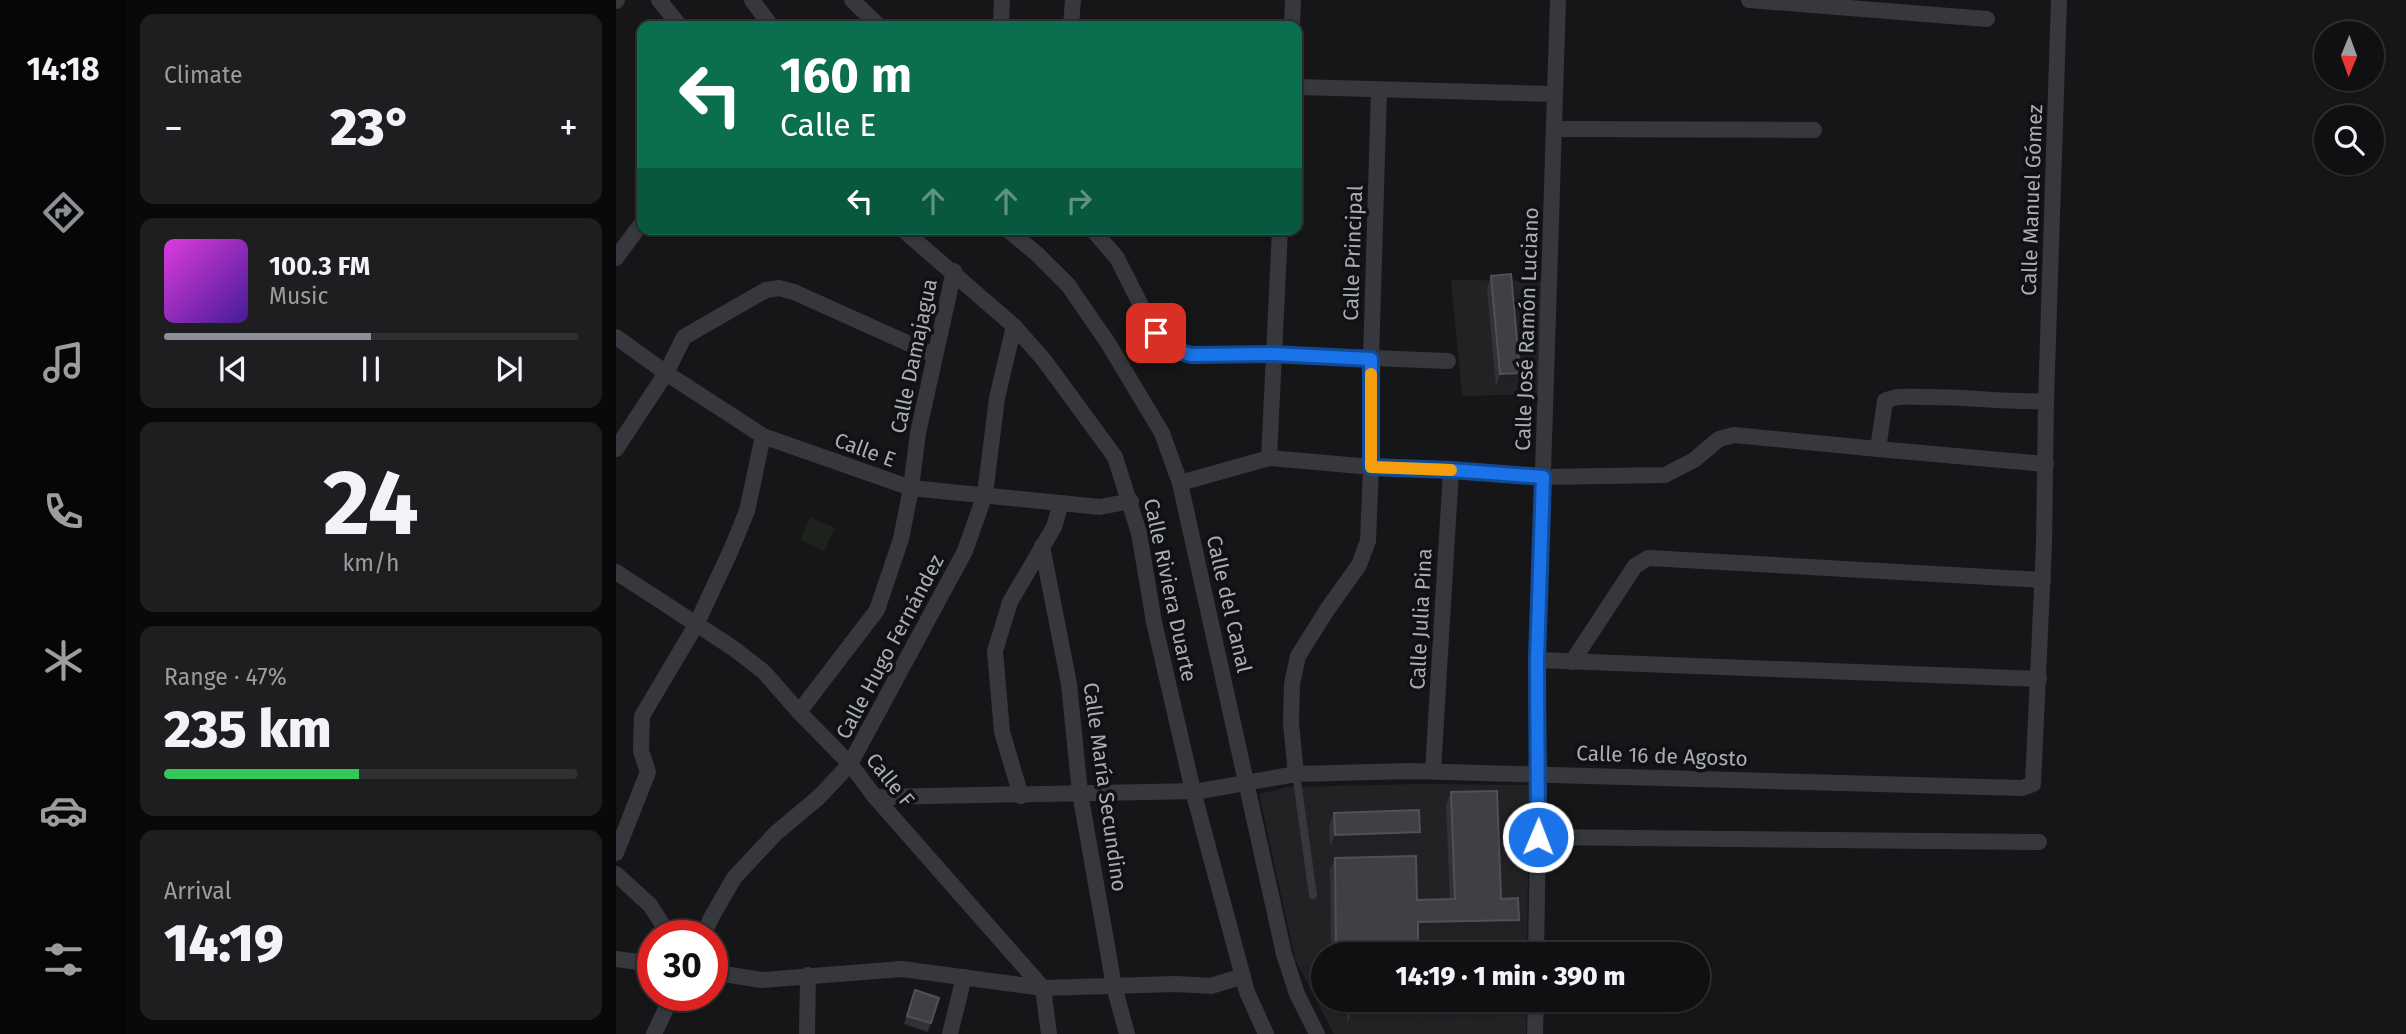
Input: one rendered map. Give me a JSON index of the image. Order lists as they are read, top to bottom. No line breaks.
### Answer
{"streets":{"street":["Calle Manuel Gómez","Calle Principal","Calle José Ramón Luciano","Calle Damajagua","Calle E","Calle Riviera Duarte","Calle del Canal","Calle Julia Pina","Calle Hugo Fernández","Calle 16 de Agosto","Calle F","Calle María Secundino"]},"crossings":[["Calle Manuel Gómez","Calle 16 de Agosto"],["Calle Principal","Calle 16 de Agosto"],["Calle José Ramón Luciano","Calle 16 de Agosto"],["Calle Damajagua","Calle E"],["Calle Damajagua","Calle Riviera Duarte"],["Calle Damajagua","Calle F"],["Calle E","Calle Riviera Duarte"],["Calle E","Calle Hugo Fernández"],["Calle Riviera Duarte","Calle Hugo Fernández"],["Calle Riviera Duarte","Calle 16 de Agosto"],["Calle del Canal","Calle 16 de Agosto"],["Calle Julia Pina","Calle 16 de Agosto"],["Calle Hugo Fernández","Calle F"],["Calle 16 de Agosto","Calle F"],["Calle 16 de Agosto","Calle María Secundino"]],"north":"bottom","page":{"tabs":"14:18","tile":["Climate",["24","km/h"],["Range · 47%","235 km"],["Arrival","14:19"]],"turn":["160 m","Calle E"],"heat":["−","23°","+"],"song":["100.3 FM","Music"],"limit":"30","trip":"14:19 · 1 min · 390 m"}}
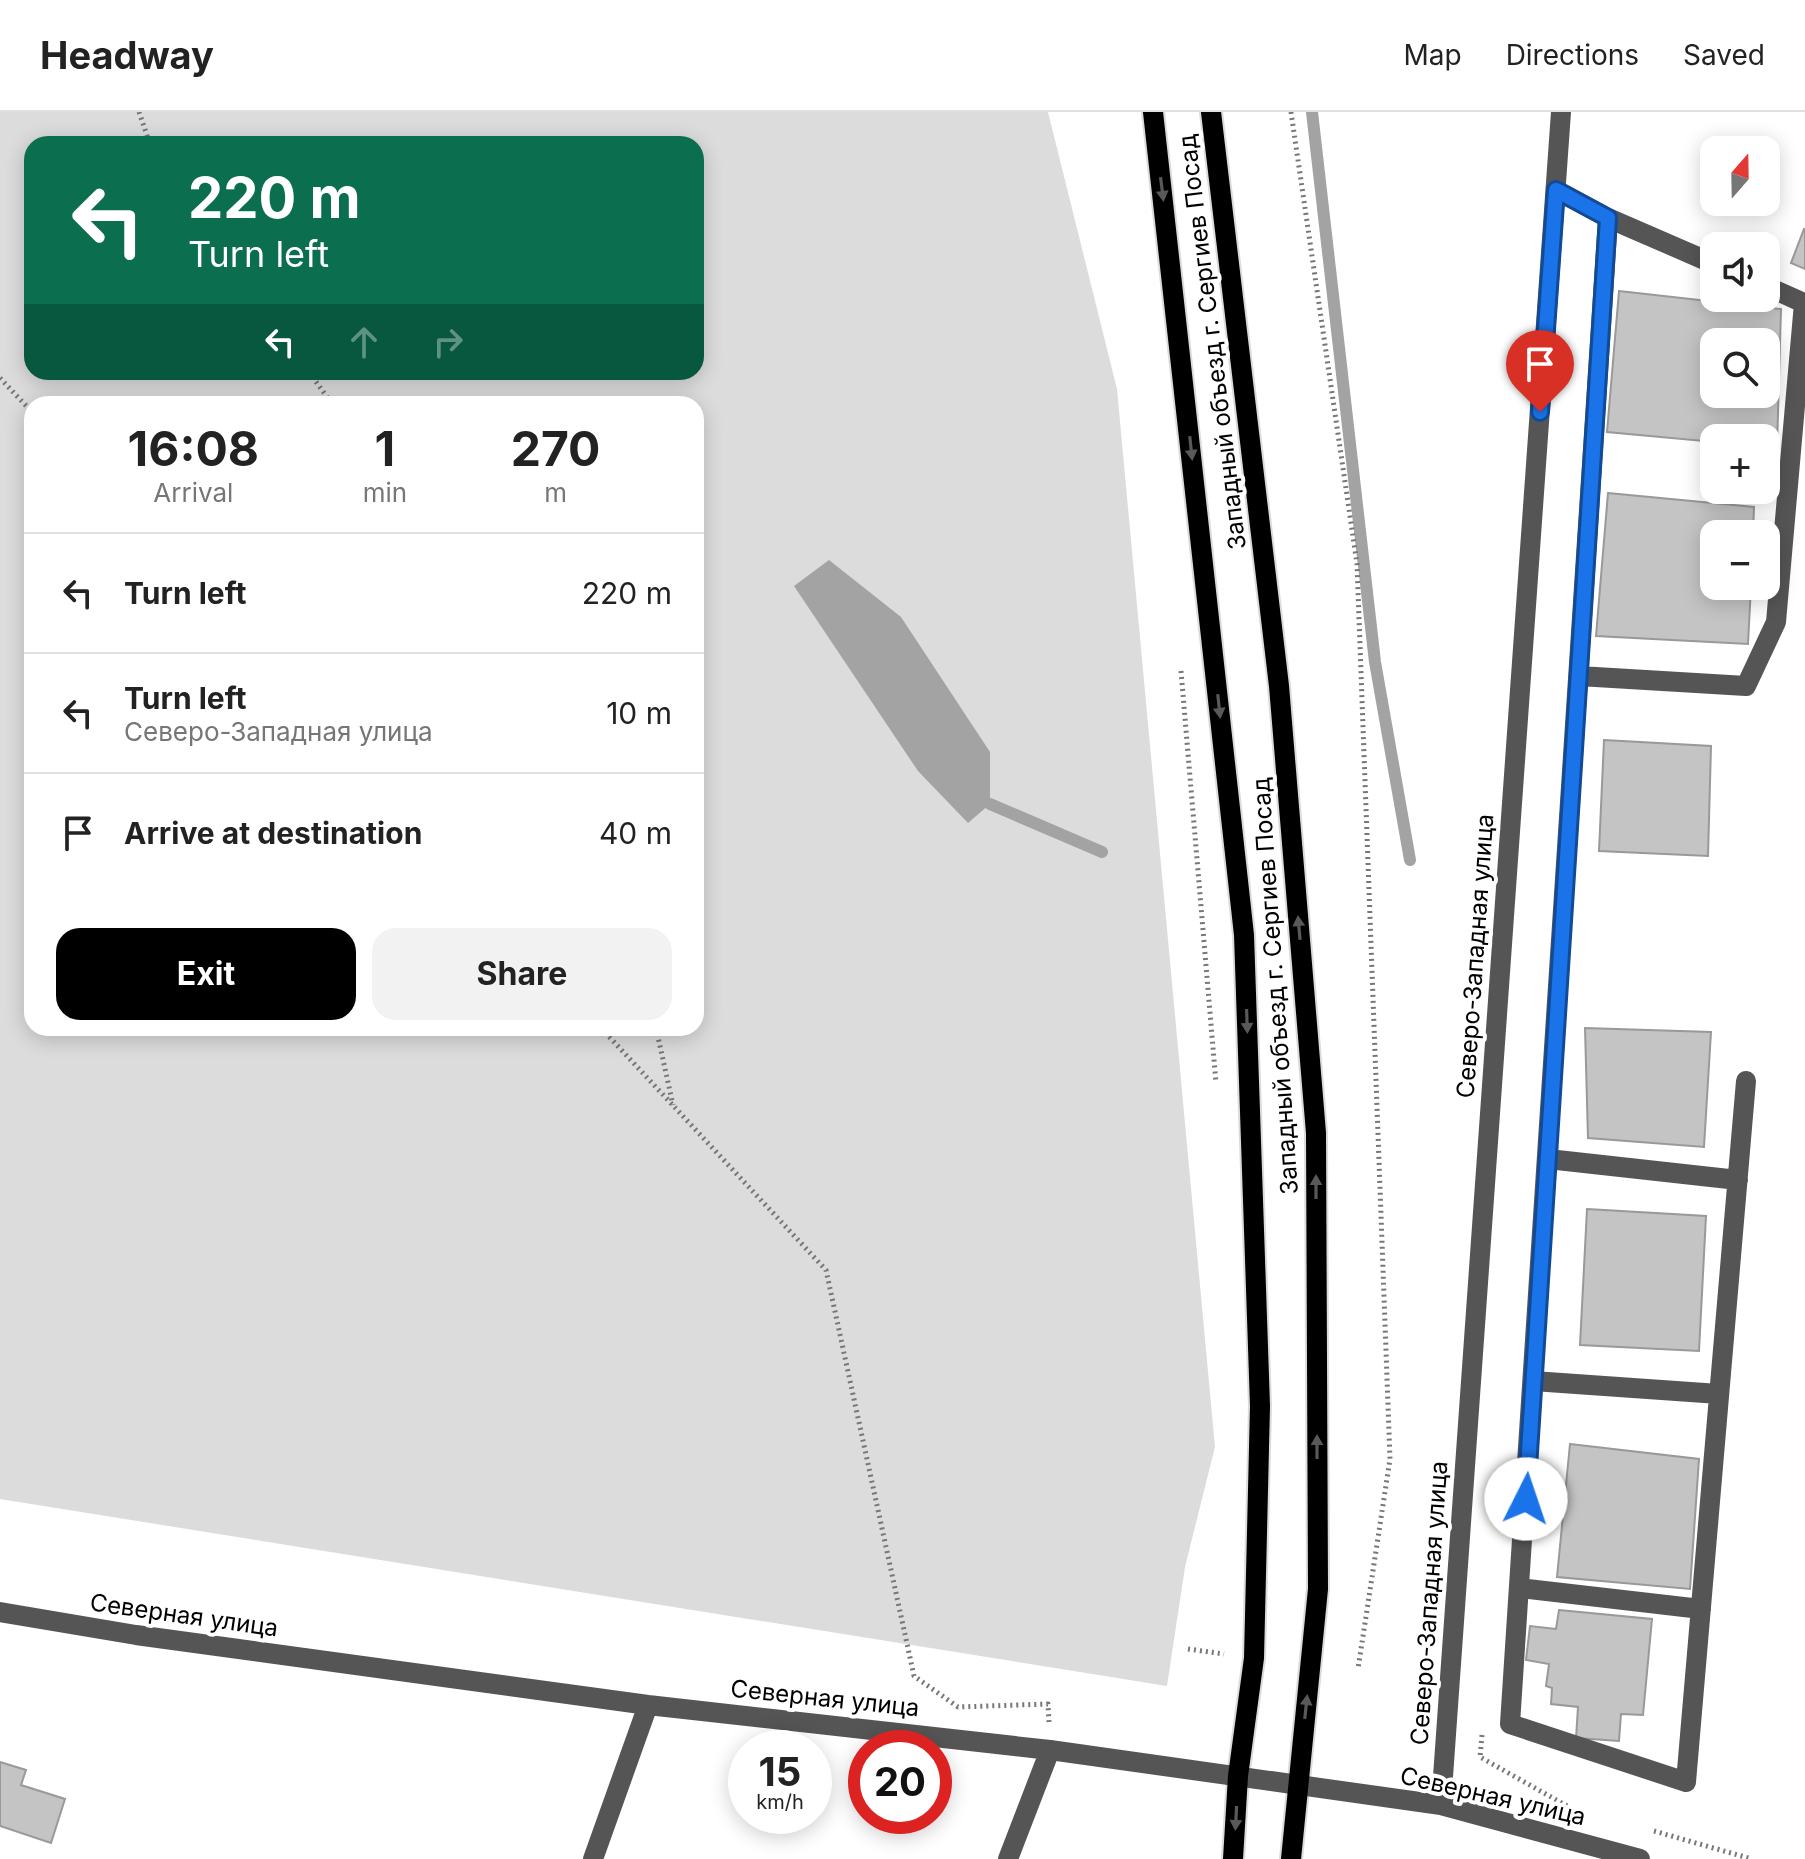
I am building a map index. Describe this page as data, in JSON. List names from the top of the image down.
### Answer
{
  "streets": {
    "main road": ["Западный объезд г. Сергиев Посад"],
    "street": ["Северо-Западная улица", "Северная улица"]
  },
  "crossings": [
    ["Западный объезд г. Сергиев Посад", "Северная улица"],
    ["Северо-Западная улица", "Северная улица"]
  ],
  "north": "top",
  "page": {
    "header": "Headway",
    "nav": ["Map", "Directions", "Saved"],
    "map_buttons": ["+", "−"],
    "turn": ["220 m", "Turn left"],
    "eta": [
      "16:08",
      "Arrival",
      "1",
      "min",
      "270",
      "m"
    ],
    "list": [
      {
        "name": "Turn left",
        "value": "220 m"
      },
      {
        "name": "Turn left",
        "note": "Северо-Западная улица",
        "value": "10 m"
      },
      {
        "name": "Arrive at destination",
        "value": "40 m"
      }
    ],
    "buttons": ["Exit", "Share"],
    "speed": "15 km/h",
    "limit": "20"
  }
}
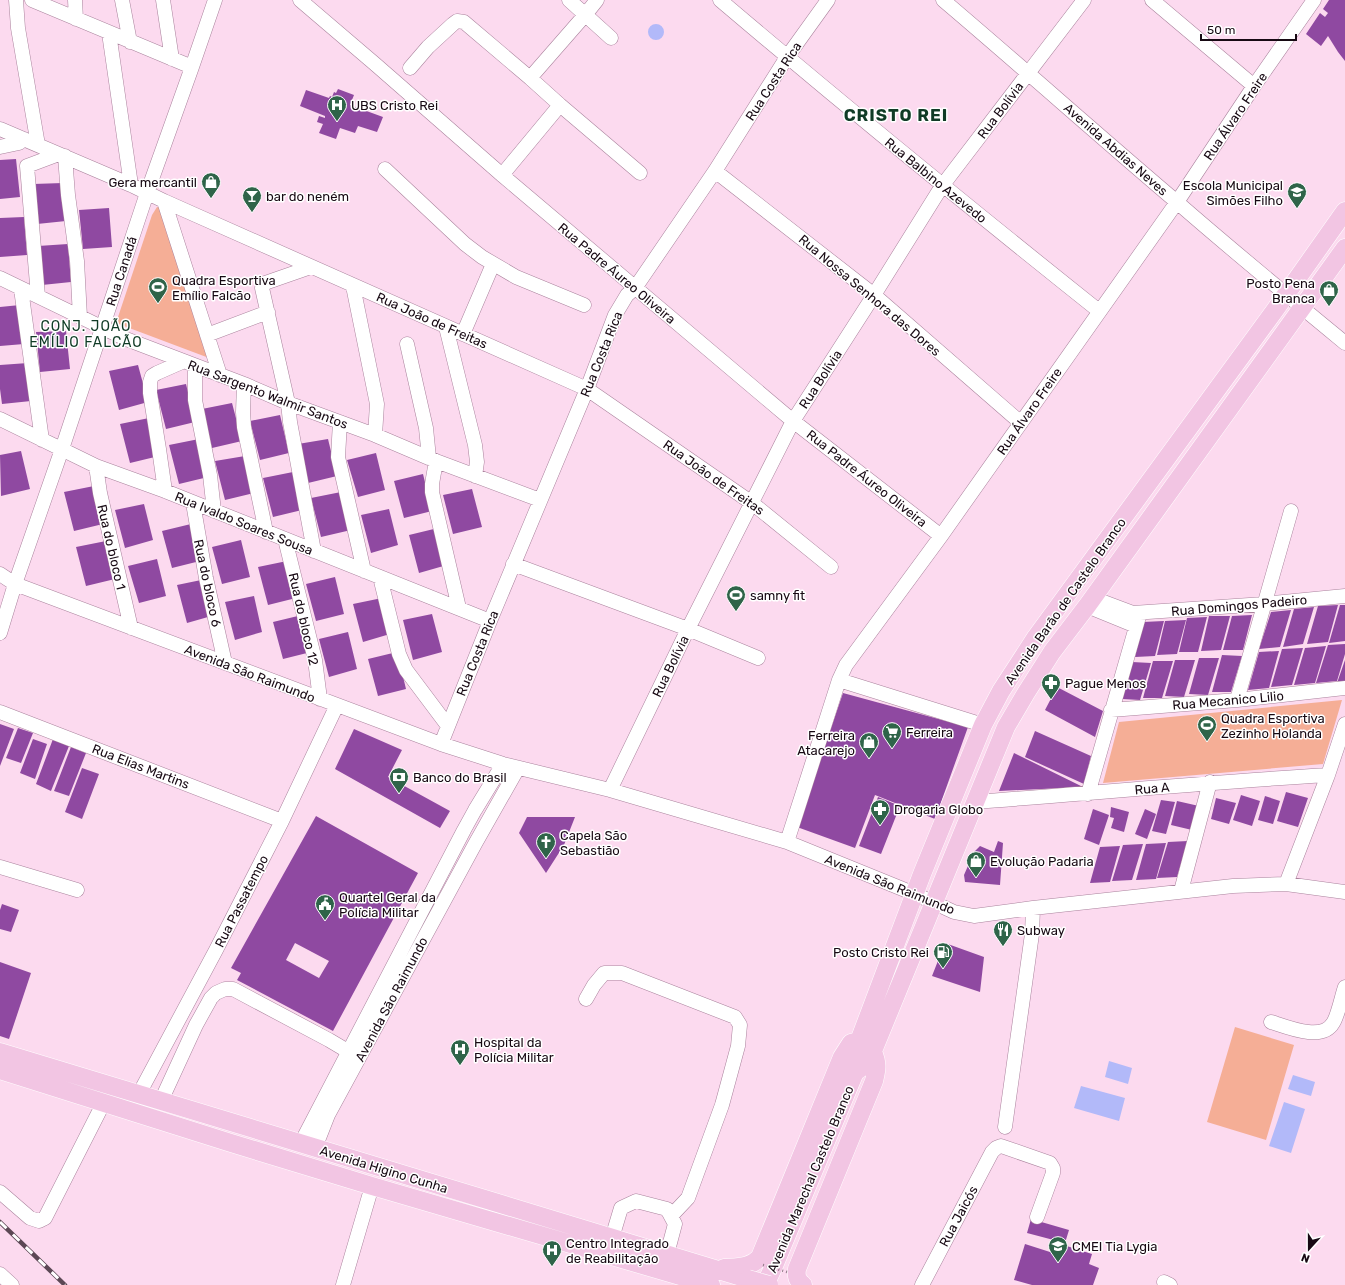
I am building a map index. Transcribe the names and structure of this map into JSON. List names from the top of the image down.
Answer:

------------------------------------------------------------------------

**Instructions for the task:**
Exactly as they appear above, write out all the entries, but not the images.

**Response below:**
Input: one rendered map. Give me a JSON index of the image. Order lists as they are read, top to bottom. No line breaks.
### Answer
{"streets":{"street":["Calle Manuel Gómez","Calle Principal","Calle José Ramón Luciano","Calle Damajagua","Calle E","Calle Riviera Duarte","Calle del Canal","Calle Julia Pina","Calle Hugo Fernández","Calle 16 de Agosto","Calle F","Calle María Secundino"]},"crossings":[["Calle Manuel Gómez","Calle 16 de Agosto"],["Calle Principal","Calle 16 de Agosto"],["Calle José Ramón Luciano","Calle 16 de Agosto"],["Calle Damajagua","Calle E"],["Calle Damajagua","Calle Riviera Duarte"],["Calle Damajagua","Calle F"],["Calle E","Calle Riviera Duarte"],["Calle E","Calle Hugo Fernández"],["Calle Riviera Duarte","Calle Hugo Fernández"],["Calle Riviera Duarte","Calle 16 de Agosto"],["Calle del Canal","Calle 16 de Agosto"],["Calle Julia Pina","Calle 16 de Agosto"],["Calle Hugo Fernández","Calle F"],["Calle 16 de Agosto","Calle F"],["Calle 16 de Agosto","Calle María Secundino"]],"north":"bottom","page":{"tabs":"14:18","tile":["Climate",["24","km/h"],["Range · 47%","235 km"],["Arrival","14:19"]],"turn":["160 m","Calle E"],"heat":["−","23°","+"],"song":["100.3 FM","Music"],"limit":"30","trip":"14:19 · 1 min · 390 m"}}
I am building a map index. Describe this page as data, in JSON. List names from the top of the image down.
### Answer
{
  "streets": {
    "main road": ["Западный объезд г. Сергиев Посад"],
    "street": ["Северо-Западная улица", "Северная улица"]
  },
  "crossings": [
    ["Западный объезд г. Сергиев Посад", "Северная улица"],
    ["Северо-Западная улица", "Северная улица"]
  ],
  "north": "top",
  "page": {
    "header": "Headway",
    "nav": ["Map", "Directions", "Saved"],
    "map_buttons": ["+", "−"],
    "turn": ["220 m", "Turn left"],
    "eta": [
      "16:08",
      "Arrival",
      "1",
      "min",
      "270",
      "m"
    ],
    "list": [
      {
        "name": "Turn left",
        "value": "220 m"
      },
      {
        "name": "Turn left",
        "note": "Северо-Западная улица",
        "value": "10 m"
      },
      {
        "name": "Arrive at destination",
        "value": "40 m"
      }
    ],
    "buttons": ["Exit", "Share"],
    "speed": "15 km/h",
    "limit": "20"
  }
}
I am building a map index. Transcribe the names and structure of this map into JSON. List names from the top of the image down.
Answer:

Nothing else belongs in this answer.